Async Channels for Swift concurrency

gh123man · March 18, 2024, 1:20pm

Hi all, Ive been hacking on a library to bring golang style channel support to async swift. Its mostly in a proof of concept state but works quite well so far.

I spend a lot of time on a Vapor backend and iOS front end app and found myself reaching for this pattern after writing a lot of go code. Hoping to get some feedback and possibly ideas to improve it.

Here is a small example of how it works

let msg = Channel<String>(capacity: 3)
let done = Channel<Bool>()

await msg <- "Swift"
await msg <- "❤️"
await msg <- "Channels"
await msg.close()

Task {
    for await message in msg {
        print(message)
    }
    await done <- true
}
await <-done

Philippe_Hausler · March 18, 2024, 9:29pm

That seems quite similar to the swift-async-algorithms AsyncChannel (which was originally designed as a similar use case to go's channels). swift-async-algorithms/Sources/AsyncAlgorithms/Channels/AsyncChannel.swift at main · apple/swift-async-algorithms · GitHub

ktoso · March 18, 2024, 9:44pm

It'd be useful to put all those channel impls through a round of benchmarking and see if they're up to stuff.

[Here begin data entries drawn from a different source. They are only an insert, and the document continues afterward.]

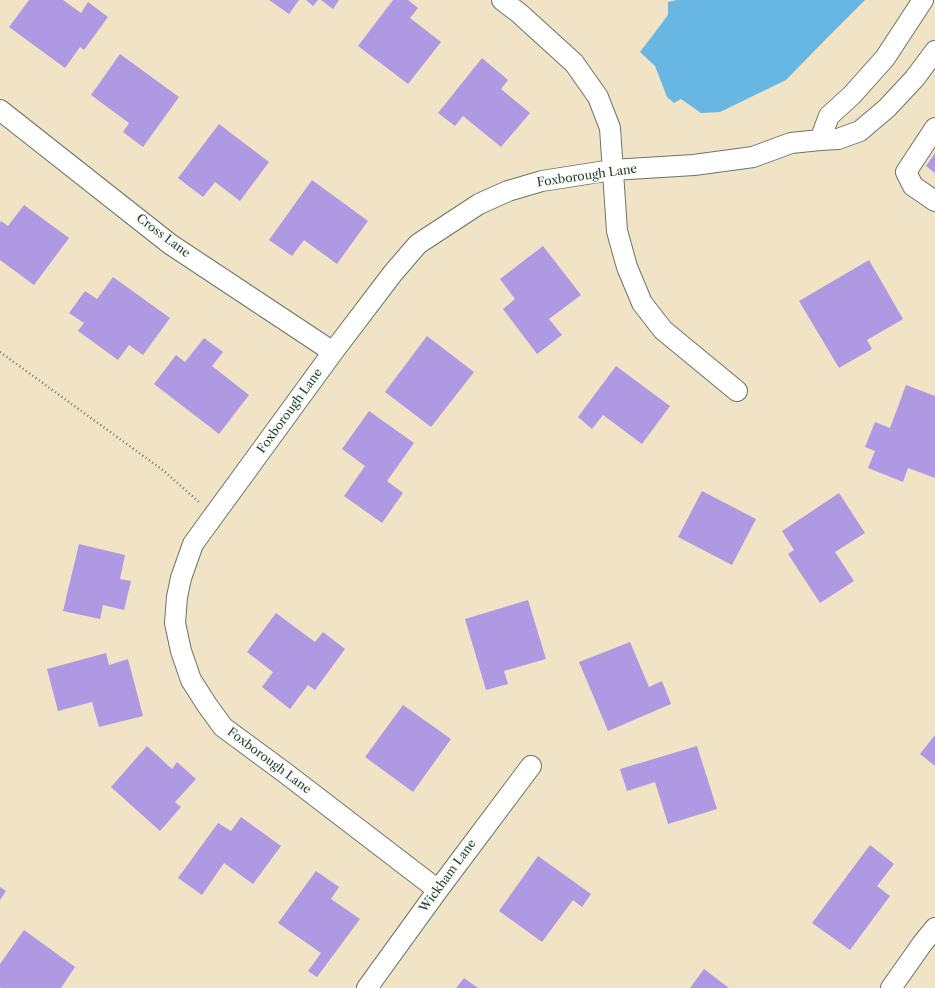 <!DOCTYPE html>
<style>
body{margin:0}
canvas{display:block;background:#f1e3c6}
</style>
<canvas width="935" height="988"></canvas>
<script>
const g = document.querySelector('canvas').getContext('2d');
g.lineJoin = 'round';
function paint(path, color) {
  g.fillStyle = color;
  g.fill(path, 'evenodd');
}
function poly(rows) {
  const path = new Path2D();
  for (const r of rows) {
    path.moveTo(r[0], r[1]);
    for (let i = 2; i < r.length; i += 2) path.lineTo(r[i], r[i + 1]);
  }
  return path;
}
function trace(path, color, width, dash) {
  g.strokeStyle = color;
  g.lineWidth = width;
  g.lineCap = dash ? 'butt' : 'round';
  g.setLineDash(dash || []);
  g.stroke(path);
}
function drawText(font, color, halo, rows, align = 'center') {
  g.font = font + ' "Libre Caslon Text",serif';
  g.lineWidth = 3.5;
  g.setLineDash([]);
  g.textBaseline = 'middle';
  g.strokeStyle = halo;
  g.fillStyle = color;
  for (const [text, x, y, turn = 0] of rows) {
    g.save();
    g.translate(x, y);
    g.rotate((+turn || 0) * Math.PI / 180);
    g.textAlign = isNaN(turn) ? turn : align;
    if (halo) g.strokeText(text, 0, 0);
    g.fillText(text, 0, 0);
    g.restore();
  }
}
paint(poly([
 [677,0,865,0,826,39,786,80,720,112,701,113,681,99,674,103,667,97,655,66,640,52,668,15,668,2]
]), '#68b6e2');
paint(poly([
 [29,0,63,0,81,13,88,2,108,17,84,50,80,47,65,68,9,27],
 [269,0,299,0,289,14],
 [306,0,318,0,313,6],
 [321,0,339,0,333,9],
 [393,0,408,0,418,8,410,18,441,42,408,84,358,46],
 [120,54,179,97,143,147,123,132,129,123,91,95],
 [482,58,508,80,501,89,530,113,501,147,463,116,455,126,438,113],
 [219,124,269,162,240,201,215,182,203,197,178,178],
 [935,153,935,173,926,166],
 [312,180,368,221,337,264,304,240,292,256,269,240],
 [24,205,69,238,34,285,0,260,0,223,1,221,8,226],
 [543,246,581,295,549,319,562,335,537,354,503,309,515,299,500,279],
 [869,260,903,319,867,340,872,349,839,368,799,301],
 [113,277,170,318,143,355,129,345,118,360,78,331,84,323,69,313,85,291,97,299],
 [427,336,474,372,431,427,385,392],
 [204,338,223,352,212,366,249,395,219,434,154,384,176,355,185,362],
 [616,366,670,406,642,444,603,415,592,429,578,417],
 [906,385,935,396,935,478,908,468,903,482,868,468,875,451,865,447,875,422,890,428],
 [369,411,414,443,387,481,403,493,382,523,344,496,365,466,342,449],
 [702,491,756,519,732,565,678,537],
 [839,493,865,533,835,552,854,581,820,603,788,554,794,550,782,531],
 [79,544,125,555,120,579,131,581,124,610,103,605,100,619,63,611],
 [528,600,546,659,504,671,508,684,486,690,465,619],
 [276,613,315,642,323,632,345,649,315,690,308,685,290,709,262,687,273,672,247,652],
 [630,642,649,687,662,681,671,704,608,731,579,662],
 [106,653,109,665,128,659,143,716,99,727,92,702,58,711,47,669],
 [403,705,451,739,413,792,365,757],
 [935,735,935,766,920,754],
 [147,746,172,769,177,762,196,779,175,802,181,807,160,831,111,787],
 [697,746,717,809,668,824,655,782,627,791,620,769],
 [241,817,281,846,253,884,224,863,202,895,178,878,218,823,231,831],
 [870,845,894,864,877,886,890,896,850,950,812,923],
 [538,856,591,894,582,907,573,900,542,942,499,911],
 [316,871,339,887,331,899,360,919,317,977,308,971,321,953,278,923],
 [0,887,6,891,0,900],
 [24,930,75,967,61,988,1,988,0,987,0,964],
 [704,969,729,988,690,988],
 [464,978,478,988,456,988]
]), '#b099e3');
const minor = poly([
 [502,0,519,13,574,63,598,97,610,128,617,231,627,267,642,303,663,330,737,391],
 [0,110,170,244,333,352],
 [935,128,906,172,913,186,935,201],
 [820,140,829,116,852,95,885,58,923,0],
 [438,890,284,772,223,727,207,705,191,680,181,651,175,623,177,597,181,578,193,544,333,352,393,273,418,244,479,204,508,191,542,181,612,170,694,165,753,157,791,143,820,140,838,139,860,131,887,108,915,78,935,51],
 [367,988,438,890,531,766],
 [891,988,922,944,935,928]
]);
trace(minor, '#687767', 22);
trace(poly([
 [0,352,164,471,199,502]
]), '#687767', 2.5, [1, 3]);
trace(minor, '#fff', 20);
drawText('12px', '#1f3d34', '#fdfcf7', [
 ["Foxborough Lane",587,176,-8],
 ["Cross Lane",163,236,37],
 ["Foxborough Lane",290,411,-54],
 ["Foxborough Lane",269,761,37],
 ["Wickham Lane",448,876,-54]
]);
</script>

Like e.g. this post outlines Jox 0.1: virtual-thread friendly channels for Java

gh123man · March 18, 2024, 9:50pm

@ktoso Thanks for the link - I'll draw some inspiration from this. Benchmarking is top of mind - as I'd like this to be as performant as possible.

I did some "yard stick" tests (like this one) which is far from a conclusive benchmark - just to make sure there were not any obviously horrible performance issues. (TLDR: it's about 7x slower than the equivalent go code) and only slightly slower than the blocking version. However I didn't really put a lot of effort into performance and optimization yet.

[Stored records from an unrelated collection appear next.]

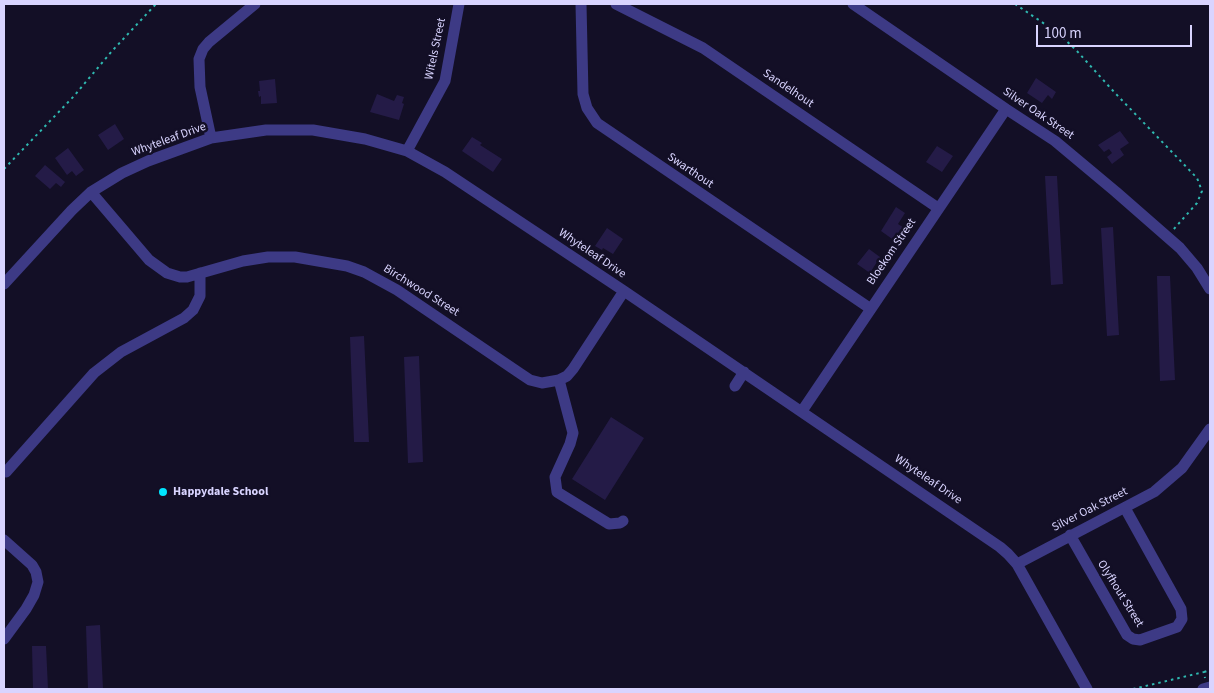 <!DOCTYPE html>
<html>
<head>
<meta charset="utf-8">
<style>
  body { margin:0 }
  #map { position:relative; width:1214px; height:693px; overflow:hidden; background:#130f26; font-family:"Source Sans 3",sans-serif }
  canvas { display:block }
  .frame { position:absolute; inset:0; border:5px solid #d9d4ff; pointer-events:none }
  .scale { position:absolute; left:1036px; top:25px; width:156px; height:22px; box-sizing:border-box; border:2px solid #d9d4ff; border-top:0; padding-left:6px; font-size:15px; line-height:18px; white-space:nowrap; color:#d9d4ff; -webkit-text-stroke:4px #130f26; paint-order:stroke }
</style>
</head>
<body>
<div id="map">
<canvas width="1214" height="693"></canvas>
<div class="frame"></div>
<div class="scale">100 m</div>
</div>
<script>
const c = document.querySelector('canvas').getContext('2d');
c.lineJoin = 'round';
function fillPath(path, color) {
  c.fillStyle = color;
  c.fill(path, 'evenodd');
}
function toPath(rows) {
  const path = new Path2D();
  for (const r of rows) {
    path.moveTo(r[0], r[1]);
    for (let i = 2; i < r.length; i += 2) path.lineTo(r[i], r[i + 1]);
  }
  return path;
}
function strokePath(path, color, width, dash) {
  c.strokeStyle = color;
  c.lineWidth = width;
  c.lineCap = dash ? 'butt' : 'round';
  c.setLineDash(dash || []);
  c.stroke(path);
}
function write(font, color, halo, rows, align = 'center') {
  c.font = font + ' "Source Sans 3",sans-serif';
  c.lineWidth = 5;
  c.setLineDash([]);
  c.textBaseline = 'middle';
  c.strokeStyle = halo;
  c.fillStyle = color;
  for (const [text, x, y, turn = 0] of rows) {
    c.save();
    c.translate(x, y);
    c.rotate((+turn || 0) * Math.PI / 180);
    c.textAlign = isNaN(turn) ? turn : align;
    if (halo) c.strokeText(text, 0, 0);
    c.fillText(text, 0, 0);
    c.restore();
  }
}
const building = toPath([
  [1036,78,1056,92,1052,99,1048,95,1042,103,1027,93],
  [275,79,277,103,261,104,261,96,259,97,258,91,260,91,259,81],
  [377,94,394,101,397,95,404,97,402,103,404,104,399,120,370,112],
  [115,124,124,139,108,150,98,135],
  [1120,131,1129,143,1120,149,1124,155,1112,164,1107,157,1112,153,1109,149,1104,152,1098,145],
  [472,137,482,143,480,145,502,159,493,172,462,151],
  [937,146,953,156,942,172,926,162],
  [68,148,84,170,76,176,72,171,67,175,55,158],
  [45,165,65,182,61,187,56,183,50,189,35,176],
  [1045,176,1057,176,1063,284,1051,285],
  [896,207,905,213,898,224,904,228,895,241,881,231],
  [1113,227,1119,335,1107,336,1101,228],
  [607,228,623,239,613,254,603,248,602,250,595,246],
  [869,249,880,257,870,273,857,264],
  [1157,276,1170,276,1175,380,1160,381],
  [364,336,369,442,354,442,350,337],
  [419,356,423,462,408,463,404,357],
  [611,417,644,438,605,500,572,479],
  [100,625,103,689,88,689,86,626],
  [32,646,46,646,48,689,33,689]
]);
const path = toPath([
  [1015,4,1058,33,1076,50,1115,93,1197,178,1202,191,1197,203,1173,230],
  [4,169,74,96,112,51,156,4],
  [1204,672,1210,670],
  [1133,689,1204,672,1205,678]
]);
const minor = toPath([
  [581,4,583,94,587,108,597,123,871,309],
  [616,4,703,48,938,208],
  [853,4,1006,109,1055,141,1116,192,1180,248,1197,268,1210,289],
  [211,138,200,87,199,59,203,49,209,42,255,4],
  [407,151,445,81,459,4],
  [91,192,149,260,167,273,180,277,187,277,243,261,268,257,295,257,347,266,364,272,397,290,521,374,530,380,542,383,559,380,567,376,573,369,624,291],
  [4,284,72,210,91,192,122,173,148,161,211,138,266,130,313,130,365,139,407,151,445,172,624,291,1000,547,1008,554,1017,564,1087,689],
  [559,380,573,433,570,444,555,477,557,492,609,524,620,523,623,521],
  [735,386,744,372],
  [802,411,1006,109],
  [6,472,94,373,121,352,184,318,193,310,200,296,200,273],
  [1070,535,1127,635,1133,639,1140,640,1177,627,1182,619,1181,609,1125,508],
  [4,540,32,565,36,572,38,582,34,595,26,609,4,639],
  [1017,564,1154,492,1182,468,1210,429],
  [1203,689,1210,687]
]);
const markers = [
  [163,492,5,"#00e5ff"]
];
const streetNames = [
  ["Witels Street",436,49,-78],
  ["Sandelhout",788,89,34],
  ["Silver Oak Street",1038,114,34],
  ["Whyteleaf Drive",169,140,-20],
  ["Swarthout",690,171,34],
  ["Bloekom Street",892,252,-56],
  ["Whyteleaf Drive",592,254,34],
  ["Birchwood Street",421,291,32],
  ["Whyteleaf Drive",928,480,34],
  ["Silver Oak Street",1090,510,-27],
  ["Olyfhout Street",1120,594,58]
];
const poiNames = [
  ["Happydale School",173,492]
];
fillPath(building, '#241b47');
strokePath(path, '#2fb8b0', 2, [2.5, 4]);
strokePath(minor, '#3d3a85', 11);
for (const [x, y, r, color] of markers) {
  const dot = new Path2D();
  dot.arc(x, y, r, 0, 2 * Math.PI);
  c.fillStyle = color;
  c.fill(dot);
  strokePath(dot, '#130f26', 2);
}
write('12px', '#d9d4ff', '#130f26', streetNames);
write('bold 12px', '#d9d4ff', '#130f26', poiNames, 'left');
</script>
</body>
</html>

ktoso · March 18, 2024, 9:51pm

Yeah performance is a defining factor for channel implementations so I'd recommend writing some good benchmarks, inspired by that post, and also see how the impl @Philippe_Hausler linked is performing and then see what is the bottleneck.

We should be able to get nice performant channels in general.

taylorswift · March 18, 2024, 10:03pm

there are some noticeable problems with binary size when using swift-async-algorithms, so i can certainly see plenty of room for alternatives.

eventually though, my preference would be for these optimized implementations to get upstreamed to swift-async-algorithms, assuming its maintainers are open to that.

gh123man · March 22, 2024, 11:29pm

Ive made several significant performance optimizations and put together some rough benchmarks against equivalent go code. My previous claim about the swift code being ~7x slower than go was completely wrong, in fact it was much, much worse.

Here are the results I've collected so far (note: this is on an experimental benchmarking branch as I have not fully verified that this code is safe)

Some of the optimizations include:

an unsafe ring buffer for buffered channels to bypass array allocations and operations
granular locking with os_unfair_lock for critical sections that never otherwise block or suspend (inspired after reading some code in AsyncAlgorithms)
large reduction in the number of suspension points (mostly as a result of using os locks where possible instead of awaiting continuations).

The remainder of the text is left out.